• EXERCISE
In your reply, reproduce the lines from the first one below to the line containing "2px #aba8b4) drop-shadow(0", inclusive, exactly as they stand.
----- SOURCE DATA -----
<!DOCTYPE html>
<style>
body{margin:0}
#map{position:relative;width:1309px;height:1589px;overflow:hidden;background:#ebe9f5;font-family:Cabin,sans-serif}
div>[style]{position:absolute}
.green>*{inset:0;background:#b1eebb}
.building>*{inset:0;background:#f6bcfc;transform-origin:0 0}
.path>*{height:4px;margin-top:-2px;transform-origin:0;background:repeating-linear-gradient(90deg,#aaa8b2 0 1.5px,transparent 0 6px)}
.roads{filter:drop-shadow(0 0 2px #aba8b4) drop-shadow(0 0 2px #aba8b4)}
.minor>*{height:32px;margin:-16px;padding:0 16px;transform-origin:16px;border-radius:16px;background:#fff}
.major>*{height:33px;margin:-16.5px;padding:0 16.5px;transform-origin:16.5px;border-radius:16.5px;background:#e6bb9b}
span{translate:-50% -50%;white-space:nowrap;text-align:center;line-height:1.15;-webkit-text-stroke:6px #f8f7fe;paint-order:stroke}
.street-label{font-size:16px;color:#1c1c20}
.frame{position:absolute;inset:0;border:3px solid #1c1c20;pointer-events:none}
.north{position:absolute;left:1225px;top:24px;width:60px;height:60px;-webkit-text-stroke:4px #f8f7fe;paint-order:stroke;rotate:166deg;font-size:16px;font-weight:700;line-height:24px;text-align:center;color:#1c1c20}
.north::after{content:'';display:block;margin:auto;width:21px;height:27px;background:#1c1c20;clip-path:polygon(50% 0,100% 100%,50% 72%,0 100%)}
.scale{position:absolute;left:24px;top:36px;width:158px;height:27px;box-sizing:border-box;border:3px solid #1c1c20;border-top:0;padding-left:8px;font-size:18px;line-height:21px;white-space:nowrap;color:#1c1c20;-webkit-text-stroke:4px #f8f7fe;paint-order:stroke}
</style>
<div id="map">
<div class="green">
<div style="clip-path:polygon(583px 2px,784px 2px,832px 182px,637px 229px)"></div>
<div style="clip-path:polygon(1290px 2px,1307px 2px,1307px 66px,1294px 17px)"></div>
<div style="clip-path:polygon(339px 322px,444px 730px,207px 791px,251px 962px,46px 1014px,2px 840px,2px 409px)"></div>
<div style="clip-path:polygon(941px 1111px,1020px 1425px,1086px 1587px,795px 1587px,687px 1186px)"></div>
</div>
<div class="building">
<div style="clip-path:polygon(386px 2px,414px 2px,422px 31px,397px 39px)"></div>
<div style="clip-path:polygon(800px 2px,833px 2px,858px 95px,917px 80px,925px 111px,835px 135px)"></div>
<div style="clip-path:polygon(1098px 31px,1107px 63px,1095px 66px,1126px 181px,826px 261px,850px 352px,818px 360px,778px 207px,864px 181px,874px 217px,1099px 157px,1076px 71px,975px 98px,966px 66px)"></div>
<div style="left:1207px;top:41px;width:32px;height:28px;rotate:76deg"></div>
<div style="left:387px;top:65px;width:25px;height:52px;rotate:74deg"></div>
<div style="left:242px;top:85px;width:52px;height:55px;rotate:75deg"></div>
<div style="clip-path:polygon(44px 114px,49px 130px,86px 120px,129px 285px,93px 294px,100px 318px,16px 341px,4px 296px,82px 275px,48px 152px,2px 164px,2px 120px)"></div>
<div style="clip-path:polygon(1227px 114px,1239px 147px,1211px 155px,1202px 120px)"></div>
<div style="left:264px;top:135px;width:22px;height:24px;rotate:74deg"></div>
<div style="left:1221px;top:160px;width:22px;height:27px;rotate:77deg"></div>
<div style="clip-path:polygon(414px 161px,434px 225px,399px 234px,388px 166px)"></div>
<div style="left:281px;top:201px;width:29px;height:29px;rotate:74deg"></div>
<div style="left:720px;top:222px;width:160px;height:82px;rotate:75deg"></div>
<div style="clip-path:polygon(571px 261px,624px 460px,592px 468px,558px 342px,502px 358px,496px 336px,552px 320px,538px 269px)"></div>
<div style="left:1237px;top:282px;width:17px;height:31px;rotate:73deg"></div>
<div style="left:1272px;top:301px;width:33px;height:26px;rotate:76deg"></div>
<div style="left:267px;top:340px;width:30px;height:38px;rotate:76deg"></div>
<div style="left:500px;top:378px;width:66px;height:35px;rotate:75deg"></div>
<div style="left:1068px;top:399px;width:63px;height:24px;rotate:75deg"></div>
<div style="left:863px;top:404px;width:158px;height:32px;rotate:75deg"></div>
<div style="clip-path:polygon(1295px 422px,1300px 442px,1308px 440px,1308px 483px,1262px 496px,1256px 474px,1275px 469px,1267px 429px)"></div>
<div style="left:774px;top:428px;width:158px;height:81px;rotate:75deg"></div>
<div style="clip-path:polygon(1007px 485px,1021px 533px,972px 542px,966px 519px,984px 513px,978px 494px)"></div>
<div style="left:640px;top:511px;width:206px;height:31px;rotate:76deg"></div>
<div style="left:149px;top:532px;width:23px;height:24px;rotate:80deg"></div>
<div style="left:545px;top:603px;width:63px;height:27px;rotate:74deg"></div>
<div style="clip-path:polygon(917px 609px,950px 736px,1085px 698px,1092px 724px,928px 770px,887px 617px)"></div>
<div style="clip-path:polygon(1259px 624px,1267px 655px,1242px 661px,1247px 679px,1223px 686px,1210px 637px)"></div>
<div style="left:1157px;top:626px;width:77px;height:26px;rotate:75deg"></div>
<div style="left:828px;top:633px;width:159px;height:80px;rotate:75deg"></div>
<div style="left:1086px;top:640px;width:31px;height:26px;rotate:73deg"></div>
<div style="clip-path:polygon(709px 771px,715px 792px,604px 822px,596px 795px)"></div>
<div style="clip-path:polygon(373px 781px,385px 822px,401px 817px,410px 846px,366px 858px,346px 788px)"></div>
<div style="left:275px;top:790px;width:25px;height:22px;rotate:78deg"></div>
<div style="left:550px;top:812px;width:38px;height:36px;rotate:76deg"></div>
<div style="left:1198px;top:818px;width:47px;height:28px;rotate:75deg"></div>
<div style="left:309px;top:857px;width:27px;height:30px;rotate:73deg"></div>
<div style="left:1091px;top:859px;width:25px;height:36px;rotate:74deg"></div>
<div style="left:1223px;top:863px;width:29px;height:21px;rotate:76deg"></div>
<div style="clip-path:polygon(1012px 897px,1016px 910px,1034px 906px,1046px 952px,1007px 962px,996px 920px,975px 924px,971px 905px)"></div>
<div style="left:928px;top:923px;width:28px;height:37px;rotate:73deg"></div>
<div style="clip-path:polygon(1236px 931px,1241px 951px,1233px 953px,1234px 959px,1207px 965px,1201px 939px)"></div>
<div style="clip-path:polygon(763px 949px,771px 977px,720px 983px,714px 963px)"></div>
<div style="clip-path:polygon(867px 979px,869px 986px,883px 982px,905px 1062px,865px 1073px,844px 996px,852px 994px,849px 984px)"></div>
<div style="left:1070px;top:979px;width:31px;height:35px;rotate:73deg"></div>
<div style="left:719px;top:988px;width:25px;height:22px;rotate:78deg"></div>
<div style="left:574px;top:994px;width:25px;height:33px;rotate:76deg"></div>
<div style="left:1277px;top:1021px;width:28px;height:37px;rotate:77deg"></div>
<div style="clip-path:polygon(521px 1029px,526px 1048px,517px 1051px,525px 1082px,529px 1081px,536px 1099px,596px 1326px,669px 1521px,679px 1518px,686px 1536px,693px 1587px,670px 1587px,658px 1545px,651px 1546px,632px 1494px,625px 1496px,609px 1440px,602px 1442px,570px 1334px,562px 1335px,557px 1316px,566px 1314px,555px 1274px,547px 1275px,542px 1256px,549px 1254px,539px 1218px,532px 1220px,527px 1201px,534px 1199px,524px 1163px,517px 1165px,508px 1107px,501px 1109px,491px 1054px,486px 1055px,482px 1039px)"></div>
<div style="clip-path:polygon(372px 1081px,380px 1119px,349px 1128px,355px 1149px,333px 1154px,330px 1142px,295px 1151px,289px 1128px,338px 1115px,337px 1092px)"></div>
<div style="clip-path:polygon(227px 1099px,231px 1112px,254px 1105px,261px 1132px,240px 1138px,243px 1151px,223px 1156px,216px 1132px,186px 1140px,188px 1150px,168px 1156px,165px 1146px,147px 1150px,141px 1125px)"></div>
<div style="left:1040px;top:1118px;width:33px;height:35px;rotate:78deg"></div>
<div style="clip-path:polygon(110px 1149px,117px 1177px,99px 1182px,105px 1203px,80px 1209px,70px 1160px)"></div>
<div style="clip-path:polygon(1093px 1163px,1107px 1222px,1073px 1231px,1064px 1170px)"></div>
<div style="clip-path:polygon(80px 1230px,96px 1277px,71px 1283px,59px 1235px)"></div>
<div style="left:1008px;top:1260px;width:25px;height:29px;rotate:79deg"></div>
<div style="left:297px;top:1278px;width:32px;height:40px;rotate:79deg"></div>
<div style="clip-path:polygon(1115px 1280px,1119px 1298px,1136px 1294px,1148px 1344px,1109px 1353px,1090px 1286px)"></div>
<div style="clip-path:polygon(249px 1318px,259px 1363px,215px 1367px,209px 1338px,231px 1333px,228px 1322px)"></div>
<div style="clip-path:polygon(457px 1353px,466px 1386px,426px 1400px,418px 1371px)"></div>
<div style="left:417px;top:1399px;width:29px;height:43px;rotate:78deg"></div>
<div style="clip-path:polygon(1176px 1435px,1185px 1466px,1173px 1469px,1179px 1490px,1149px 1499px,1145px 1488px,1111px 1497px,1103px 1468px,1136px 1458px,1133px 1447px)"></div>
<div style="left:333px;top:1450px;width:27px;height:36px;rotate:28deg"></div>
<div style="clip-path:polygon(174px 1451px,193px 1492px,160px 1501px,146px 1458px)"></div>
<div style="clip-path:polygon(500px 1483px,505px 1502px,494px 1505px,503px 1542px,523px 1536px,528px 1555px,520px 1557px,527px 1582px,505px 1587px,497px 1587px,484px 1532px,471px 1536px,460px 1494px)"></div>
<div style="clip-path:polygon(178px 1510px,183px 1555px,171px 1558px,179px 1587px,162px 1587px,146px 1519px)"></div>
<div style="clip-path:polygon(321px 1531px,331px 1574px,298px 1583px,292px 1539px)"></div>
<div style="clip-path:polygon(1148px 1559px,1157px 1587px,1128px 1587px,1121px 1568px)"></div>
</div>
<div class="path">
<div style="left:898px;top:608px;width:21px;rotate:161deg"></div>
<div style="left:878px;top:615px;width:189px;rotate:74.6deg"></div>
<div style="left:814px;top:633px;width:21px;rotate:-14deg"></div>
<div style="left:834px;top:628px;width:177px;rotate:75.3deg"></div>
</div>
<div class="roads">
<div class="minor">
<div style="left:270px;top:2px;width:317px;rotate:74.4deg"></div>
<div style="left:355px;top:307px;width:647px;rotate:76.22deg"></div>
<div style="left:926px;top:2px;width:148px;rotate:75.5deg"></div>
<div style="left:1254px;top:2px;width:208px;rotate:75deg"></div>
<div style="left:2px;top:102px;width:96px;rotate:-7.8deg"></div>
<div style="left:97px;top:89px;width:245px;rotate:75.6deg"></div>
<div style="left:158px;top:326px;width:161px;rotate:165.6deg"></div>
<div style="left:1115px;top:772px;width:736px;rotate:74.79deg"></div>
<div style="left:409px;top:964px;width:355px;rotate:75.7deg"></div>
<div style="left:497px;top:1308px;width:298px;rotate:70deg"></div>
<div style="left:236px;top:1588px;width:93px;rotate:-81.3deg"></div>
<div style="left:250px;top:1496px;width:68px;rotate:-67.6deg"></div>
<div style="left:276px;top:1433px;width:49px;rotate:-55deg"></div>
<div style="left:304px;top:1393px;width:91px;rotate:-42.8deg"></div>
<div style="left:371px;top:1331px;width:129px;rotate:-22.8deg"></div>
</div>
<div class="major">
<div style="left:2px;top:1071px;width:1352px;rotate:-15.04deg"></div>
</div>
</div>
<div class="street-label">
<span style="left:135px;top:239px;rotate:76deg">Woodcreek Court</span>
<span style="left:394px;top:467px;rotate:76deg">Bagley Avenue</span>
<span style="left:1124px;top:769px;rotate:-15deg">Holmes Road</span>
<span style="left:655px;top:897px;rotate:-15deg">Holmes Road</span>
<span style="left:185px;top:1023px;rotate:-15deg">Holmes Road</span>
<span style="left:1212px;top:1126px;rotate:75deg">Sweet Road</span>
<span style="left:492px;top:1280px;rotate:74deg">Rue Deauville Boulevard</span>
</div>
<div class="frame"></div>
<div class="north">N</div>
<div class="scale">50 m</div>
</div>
-----
• SOLVED PROBLEM
<!DOCTYPE html>
<style>
body{margin:0}
#map{position:relative;width:1309px;height:1589px;overflow:hidden;background:#ebe9f5;font-family:Cabin,sans-serif}
div>[style]{position:absolute}
.green>*{inset:0;background:#b1eebb}
.building>*{inset:0;background:#f6bcfc;transform-origin:0 0}
.path>*{height:4px;margin-top:-2px;transform-origin:0;background:repeating-linear-gradient(90deg,#aaa8b2 0 1.5px,transparent 0 6px)}
.roads{filter:drop-shadow(0 0 2px #aba8b4) drop-shadow(0 0 2px #aba8b4)}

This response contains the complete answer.